[[ Supplied material open ]]

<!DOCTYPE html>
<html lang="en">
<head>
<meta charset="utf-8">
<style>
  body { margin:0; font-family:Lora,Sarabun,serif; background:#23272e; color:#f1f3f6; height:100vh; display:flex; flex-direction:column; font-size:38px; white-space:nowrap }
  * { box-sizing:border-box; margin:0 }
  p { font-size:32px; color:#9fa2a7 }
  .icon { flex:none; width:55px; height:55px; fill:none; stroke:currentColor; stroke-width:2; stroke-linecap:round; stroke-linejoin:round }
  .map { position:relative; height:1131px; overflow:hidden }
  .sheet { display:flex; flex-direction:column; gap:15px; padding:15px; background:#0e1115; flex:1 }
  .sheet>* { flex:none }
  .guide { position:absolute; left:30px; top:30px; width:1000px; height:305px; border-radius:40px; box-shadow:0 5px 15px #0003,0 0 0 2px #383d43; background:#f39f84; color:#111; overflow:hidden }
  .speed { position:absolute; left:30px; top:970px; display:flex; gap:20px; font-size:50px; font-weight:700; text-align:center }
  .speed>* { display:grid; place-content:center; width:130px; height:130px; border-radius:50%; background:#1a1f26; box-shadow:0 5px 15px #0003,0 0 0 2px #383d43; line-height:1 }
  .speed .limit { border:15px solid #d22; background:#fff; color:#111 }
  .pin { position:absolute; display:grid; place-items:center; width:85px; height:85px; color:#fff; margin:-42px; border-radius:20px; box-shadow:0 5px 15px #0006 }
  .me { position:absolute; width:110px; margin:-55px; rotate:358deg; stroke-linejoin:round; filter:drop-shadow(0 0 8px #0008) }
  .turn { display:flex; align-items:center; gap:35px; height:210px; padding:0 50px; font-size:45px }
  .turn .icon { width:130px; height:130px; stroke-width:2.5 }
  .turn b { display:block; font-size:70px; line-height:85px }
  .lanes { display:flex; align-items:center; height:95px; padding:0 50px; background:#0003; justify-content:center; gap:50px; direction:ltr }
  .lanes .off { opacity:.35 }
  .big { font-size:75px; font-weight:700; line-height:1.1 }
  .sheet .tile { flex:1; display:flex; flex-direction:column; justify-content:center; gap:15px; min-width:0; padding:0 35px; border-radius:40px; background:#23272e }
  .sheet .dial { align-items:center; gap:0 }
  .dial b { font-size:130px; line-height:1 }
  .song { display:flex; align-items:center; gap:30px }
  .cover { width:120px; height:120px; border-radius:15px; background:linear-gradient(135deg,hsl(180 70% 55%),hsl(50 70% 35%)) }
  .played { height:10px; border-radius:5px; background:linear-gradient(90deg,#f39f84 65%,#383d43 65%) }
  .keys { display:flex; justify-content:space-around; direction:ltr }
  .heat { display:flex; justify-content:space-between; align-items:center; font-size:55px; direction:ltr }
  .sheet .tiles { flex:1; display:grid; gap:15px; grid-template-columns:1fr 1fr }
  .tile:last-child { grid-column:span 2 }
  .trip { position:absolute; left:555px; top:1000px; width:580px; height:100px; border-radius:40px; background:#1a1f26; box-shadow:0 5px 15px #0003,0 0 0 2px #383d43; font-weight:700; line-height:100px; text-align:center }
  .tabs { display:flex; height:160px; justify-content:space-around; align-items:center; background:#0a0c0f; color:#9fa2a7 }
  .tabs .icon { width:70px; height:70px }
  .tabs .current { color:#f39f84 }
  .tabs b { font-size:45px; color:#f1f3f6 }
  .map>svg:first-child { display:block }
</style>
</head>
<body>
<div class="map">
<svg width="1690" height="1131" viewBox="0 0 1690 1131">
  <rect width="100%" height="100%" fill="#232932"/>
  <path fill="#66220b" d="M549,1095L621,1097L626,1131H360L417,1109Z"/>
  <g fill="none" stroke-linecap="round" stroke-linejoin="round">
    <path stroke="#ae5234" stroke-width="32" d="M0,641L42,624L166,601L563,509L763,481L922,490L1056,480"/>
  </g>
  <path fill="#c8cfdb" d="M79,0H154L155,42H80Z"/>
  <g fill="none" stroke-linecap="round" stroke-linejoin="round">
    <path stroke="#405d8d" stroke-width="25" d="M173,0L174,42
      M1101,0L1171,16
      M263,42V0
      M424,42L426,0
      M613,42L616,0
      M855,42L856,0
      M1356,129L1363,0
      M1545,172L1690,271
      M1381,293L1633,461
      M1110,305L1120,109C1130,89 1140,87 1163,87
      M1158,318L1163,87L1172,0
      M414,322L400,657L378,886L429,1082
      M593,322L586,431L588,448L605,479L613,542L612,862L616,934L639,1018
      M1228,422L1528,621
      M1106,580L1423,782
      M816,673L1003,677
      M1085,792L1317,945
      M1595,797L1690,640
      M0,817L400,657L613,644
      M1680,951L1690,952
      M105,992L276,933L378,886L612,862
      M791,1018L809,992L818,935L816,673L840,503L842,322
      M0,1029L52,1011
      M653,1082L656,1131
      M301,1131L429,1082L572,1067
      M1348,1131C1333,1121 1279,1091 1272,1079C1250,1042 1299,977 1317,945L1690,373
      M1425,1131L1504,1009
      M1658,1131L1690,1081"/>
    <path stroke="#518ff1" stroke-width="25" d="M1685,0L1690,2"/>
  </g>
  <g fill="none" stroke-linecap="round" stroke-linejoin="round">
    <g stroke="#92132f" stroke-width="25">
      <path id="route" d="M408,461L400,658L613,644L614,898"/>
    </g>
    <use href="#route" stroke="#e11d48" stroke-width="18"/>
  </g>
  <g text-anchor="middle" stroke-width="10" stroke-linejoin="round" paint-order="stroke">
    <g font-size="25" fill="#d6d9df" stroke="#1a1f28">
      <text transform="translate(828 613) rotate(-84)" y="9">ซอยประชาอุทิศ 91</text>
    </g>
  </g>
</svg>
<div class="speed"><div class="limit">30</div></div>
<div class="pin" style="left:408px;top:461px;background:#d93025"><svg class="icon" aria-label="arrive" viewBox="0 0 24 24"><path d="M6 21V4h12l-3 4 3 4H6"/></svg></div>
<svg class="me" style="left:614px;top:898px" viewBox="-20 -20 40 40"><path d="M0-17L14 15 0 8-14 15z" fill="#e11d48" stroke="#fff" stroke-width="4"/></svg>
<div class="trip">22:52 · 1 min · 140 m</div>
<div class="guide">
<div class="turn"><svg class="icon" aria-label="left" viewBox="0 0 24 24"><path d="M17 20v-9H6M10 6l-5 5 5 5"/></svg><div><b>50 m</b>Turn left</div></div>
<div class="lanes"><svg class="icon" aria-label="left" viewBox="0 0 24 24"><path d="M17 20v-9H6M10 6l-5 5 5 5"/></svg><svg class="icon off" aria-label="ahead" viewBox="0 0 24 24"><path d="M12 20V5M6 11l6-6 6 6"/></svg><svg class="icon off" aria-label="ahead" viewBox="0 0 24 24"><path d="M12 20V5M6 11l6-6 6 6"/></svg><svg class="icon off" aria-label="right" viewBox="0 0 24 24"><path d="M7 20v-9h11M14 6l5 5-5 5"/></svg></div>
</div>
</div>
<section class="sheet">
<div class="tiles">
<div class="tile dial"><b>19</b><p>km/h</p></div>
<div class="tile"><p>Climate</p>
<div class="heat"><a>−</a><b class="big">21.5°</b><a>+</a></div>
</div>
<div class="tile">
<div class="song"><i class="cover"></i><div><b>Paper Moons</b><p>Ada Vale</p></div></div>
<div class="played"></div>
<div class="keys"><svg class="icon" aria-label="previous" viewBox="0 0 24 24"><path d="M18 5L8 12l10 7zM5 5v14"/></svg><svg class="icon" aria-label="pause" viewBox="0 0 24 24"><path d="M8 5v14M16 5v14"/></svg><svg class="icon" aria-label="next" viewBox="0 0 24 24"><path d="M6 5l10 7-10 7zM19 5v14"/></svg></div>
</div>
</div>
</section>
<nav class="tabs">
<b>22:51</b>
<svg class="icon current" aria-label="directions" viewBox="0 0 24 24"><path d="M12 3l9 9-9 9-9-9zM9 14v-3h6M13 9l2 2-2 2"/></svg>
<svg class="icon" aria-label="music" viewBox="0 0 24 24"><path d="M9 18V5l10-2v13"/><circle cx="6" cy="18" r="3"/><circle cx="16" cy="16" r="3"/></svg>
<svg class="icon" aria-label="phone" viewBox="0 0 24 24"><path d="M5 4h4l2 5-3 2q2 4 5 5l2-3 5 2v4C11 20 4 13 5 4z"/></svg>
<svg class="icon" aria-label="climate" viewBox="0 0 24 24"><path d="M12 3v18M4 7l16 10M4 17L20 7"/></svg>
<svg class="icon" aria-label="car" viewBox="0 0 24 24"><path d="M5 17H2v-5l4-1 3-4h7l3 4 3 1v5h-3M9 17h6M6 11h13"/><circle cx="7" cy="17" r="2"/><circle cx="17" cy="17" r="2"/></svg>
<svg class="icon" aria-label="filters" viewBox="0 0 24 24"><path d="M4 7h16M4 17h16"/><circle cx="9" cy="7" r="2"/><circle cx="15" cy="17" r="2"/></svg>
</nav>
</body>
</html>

[[ Supplied material closed ]]
[[ Supplied material open ]]

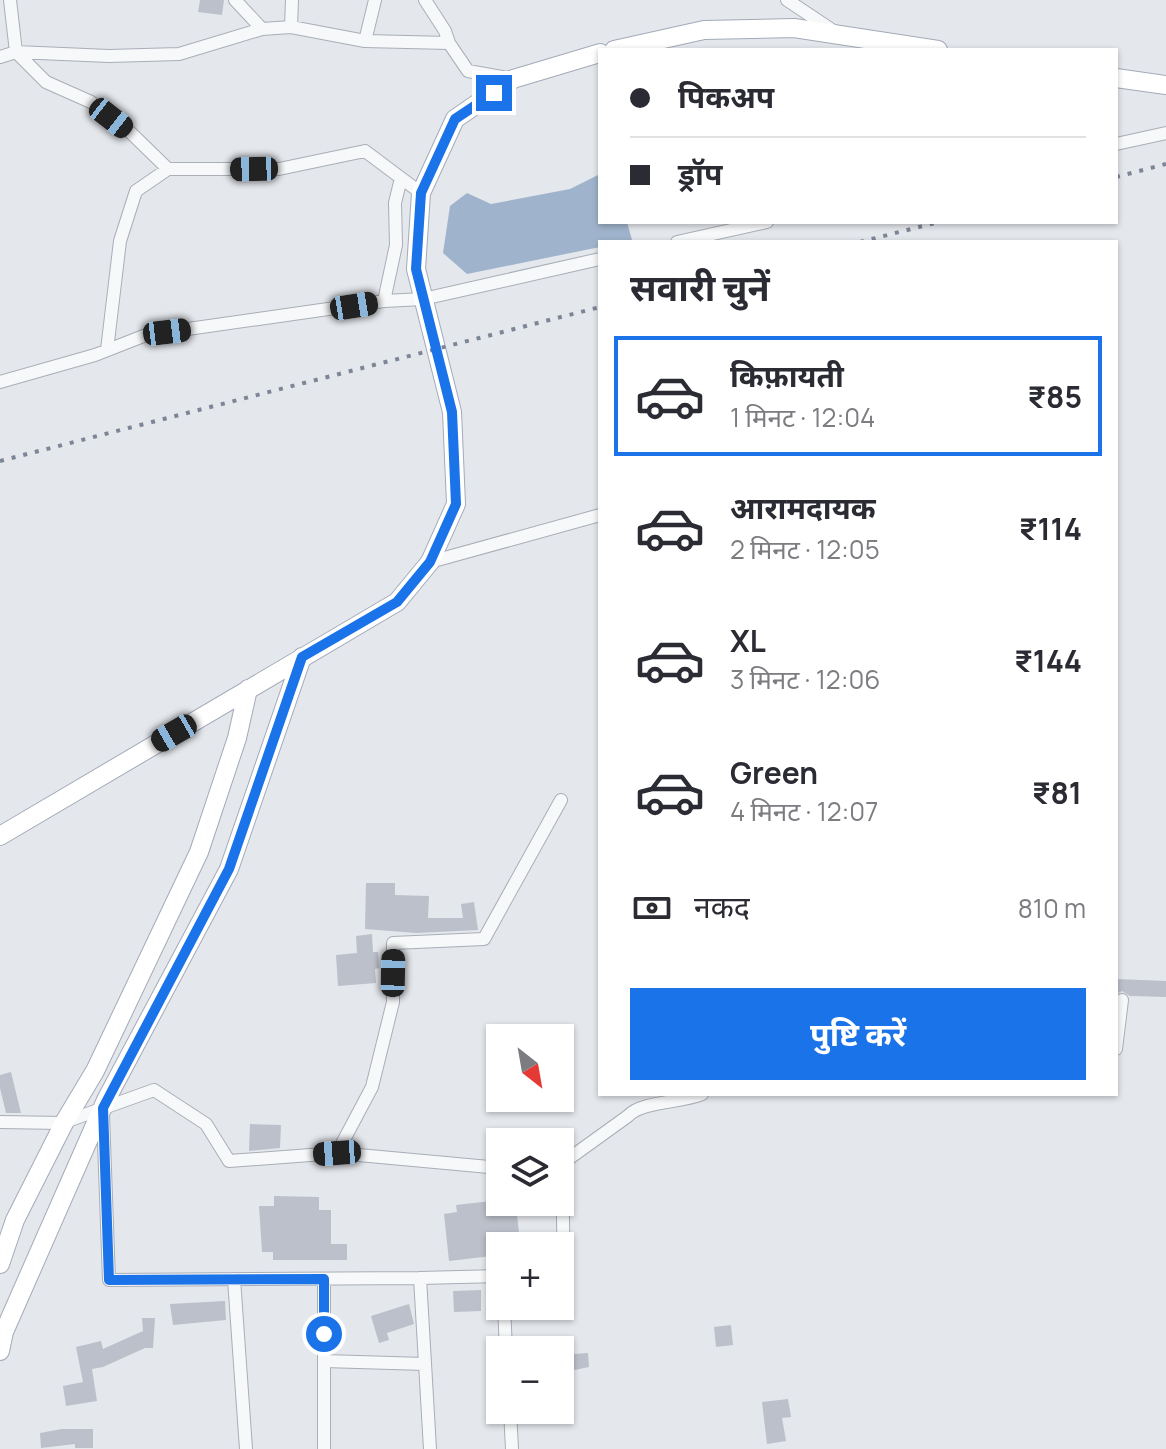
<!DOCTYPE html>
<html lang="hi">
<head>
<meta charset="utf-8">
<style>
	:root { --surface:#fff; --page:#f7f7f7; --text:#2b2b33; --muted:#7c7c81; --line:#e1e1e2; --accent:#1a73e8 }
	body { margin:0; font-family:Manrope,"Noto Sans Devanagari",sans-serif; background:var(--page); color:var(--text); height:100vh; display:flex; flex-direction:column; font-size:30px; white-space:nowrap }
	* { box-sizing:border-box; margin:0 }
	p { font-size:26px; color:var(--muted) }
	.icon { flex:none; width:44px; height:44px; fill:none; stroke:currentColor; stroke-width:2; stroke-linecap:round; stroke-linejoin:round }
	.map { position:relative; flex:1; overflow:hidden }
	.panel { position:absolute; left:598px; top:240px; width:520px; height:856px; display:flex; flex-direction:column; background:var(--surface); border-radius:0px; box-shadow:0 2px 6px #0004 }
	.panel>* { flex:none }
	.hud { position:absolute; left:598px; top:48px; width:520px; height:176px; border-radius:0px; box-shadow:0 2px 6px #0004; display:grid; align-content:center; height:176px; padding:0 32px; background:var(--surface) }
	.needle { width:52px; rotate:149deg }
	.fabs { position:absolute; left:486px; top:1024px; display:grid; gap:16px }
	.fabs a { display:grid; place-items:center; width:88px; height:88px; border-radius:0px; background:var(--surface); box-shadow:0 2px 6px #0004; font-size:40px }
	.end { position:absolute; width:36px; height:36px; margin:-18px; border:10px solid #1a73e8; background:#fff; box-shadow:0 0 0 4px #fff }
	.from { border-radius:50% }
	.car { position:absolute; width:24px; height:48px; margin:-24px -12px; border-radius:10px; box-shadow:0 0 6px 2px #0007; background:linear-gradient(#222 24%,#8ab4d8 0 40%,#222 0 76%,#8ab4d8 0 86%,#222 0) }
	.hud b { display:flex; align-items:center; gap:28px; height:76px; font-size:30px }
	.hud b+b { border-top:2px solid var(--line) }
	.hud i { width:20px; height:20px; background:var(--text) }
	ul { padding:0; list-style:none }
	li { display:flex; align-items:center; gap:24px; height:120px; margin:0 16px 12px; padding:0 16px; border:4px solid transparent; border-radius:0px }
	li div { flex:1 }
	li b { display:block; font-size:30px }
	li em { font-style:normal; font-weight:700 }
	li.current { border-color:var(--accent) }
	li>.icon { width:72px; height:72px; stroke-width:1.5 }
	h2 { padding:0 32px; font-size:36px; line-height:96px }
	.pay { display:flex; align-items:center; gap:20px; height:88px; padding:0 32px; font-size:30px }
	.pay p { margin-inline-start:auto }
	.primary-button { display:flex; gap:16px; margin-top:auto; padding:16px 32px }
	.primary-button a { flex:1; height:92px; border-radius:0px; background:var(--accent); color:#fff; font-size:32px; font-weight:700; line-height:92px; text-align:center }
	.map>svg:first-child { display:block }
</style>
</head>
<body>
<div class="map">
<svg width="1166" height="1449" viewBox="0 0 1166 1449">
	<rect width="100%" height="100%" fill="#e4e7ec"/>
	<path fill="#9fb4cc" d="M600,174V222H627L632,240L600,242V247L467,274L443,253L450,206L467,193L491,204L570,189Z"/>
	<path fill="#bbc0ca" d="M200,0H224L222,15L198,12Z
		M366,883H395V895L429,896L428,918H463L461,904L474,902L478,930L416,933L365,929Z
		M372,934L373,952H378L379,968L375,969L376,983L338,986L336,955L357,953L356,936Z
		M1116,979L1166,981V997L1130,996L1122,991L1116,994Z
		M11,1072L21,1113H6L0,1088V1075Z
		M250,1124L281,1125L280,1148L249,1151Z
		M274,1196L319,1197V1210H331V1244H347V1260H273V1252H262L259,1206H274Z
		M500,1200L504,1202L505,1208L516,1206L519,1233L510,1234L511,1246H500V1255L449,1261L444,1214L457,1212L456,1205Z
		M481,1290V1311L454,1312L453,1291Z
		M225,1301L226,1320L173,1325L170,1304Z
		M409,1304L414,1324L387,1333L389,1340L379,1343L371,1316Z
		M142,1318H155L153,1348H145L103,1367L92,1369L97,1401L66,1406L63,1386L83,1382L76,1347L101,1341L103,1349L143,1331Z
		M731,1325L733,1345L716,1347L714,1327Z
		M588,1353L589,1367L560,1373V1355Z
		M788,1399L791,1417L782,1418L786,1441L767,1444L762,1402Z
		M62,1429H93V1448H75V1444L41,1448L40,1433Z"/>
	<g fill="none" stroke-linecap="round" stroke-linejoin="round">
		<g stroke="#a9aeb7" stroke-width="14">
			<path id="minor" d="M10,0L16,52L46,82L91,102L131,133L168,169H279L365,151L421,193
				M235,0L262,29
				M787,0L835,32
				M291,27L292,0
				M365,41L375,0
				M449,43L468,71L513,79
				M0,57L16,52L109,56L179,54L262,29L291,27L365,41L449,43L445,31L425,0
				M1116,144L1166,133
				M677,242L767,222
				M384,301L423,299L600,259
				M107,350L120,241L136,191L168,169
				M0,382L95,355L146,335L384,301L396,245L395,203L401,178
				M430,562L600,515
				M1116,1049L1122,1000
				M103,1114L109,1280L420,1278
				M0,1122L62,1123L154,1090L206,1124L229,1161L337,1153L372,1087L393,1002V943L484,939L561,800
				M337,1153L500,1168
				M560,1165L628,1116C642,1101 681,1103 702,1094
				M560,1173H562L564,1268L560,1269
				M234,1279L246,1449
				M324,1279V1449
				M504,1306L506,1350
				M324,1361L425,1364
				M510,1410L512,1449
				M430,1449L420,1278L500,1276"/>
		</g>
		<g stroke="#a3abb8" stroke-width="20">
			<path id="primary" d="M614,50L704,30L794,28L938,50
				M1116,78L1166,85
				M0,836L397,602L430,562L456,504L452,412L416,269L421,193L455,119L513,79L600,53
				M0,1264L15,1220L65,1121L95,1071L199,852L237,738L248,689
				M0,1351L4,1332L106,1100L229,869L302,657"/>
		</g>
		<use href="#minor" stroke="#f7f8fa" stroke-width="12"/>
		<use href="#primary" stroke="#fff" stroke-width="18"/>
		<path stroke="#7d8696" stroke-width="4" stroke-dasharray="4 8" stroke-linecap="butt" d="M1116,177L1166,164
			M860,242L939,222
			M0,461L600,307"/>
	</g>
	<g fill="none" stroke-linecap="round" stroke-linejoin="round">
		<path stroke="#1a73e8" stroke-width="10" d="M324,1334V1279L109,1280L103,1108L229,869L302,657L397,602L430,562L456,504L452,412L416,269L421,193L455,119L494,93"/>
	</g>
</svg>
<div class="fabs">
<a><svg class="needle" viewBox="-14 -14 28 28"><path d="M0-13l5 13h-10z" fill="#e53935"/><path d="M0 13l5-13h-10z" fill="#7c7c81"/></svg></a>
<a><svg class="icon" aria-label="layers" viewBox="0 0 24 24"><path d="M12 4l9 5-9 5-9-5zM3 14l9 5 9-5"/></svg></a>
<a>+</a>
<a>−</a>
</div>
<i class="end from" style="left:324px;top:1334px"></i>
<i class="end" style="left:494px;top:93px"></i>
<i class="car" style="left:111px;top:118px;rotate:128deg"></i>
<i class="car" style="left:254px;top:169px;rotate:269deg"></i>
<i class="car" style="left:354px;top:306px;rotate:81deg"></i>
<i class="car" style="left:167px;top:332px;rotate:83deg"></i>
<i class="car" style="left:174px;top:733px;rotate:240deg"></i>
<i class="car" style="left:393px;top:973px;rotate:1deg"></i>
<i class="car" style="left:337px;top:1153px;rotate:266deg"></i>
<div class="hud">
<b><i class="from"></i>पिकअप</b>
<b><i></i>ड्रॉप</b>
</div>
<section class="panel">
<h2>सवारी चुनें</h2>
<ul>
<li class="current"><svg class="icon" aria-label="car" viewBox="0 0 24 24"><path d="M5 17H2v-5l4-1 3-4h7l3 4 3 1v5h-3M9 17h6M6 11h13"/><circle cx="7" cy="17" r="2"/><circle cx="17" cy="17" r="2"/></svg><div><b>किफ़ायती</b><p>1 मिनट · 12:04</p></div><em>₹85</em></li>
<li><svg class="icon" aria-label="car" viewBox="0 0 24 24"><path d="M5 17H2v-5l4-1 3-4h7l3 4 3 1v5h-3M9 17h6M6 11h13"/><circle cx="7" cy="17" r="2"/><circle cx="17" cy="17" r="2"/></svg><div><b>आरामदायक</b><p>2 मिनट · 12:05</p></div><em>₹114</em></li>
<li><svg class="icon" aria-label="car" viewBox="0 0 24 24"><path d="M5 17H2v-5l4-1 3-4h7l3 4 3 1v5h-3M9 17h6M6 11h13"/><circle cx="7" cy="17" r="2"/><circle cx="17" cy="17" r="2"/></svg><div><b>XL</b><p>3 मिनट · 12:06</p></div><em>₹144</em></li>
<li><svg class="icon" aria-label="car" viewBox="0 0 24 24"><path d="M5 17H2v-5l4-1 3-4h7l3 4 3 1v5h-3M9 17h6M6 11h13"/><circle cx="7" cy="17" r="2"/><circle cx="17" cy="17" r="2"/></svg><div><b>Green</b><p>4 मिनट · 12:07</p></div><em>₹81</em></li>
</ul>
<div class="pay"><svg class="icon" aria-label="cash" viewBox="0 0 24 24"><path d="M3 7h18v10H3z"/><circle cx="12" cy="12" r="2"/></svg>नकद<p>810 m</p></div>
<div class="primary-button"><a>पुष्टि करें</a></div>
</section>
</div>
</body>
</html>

[[ Supplied material closed ]]

What you will do>
Look at the records above. Copy every line where the string "played" occurs.

Answer to the problem>
  .played { height:10px; border-radius:5px; background:linear-gradient(90deg,#f39f84 65%,#383d43 65%) }
<div class="played"></div>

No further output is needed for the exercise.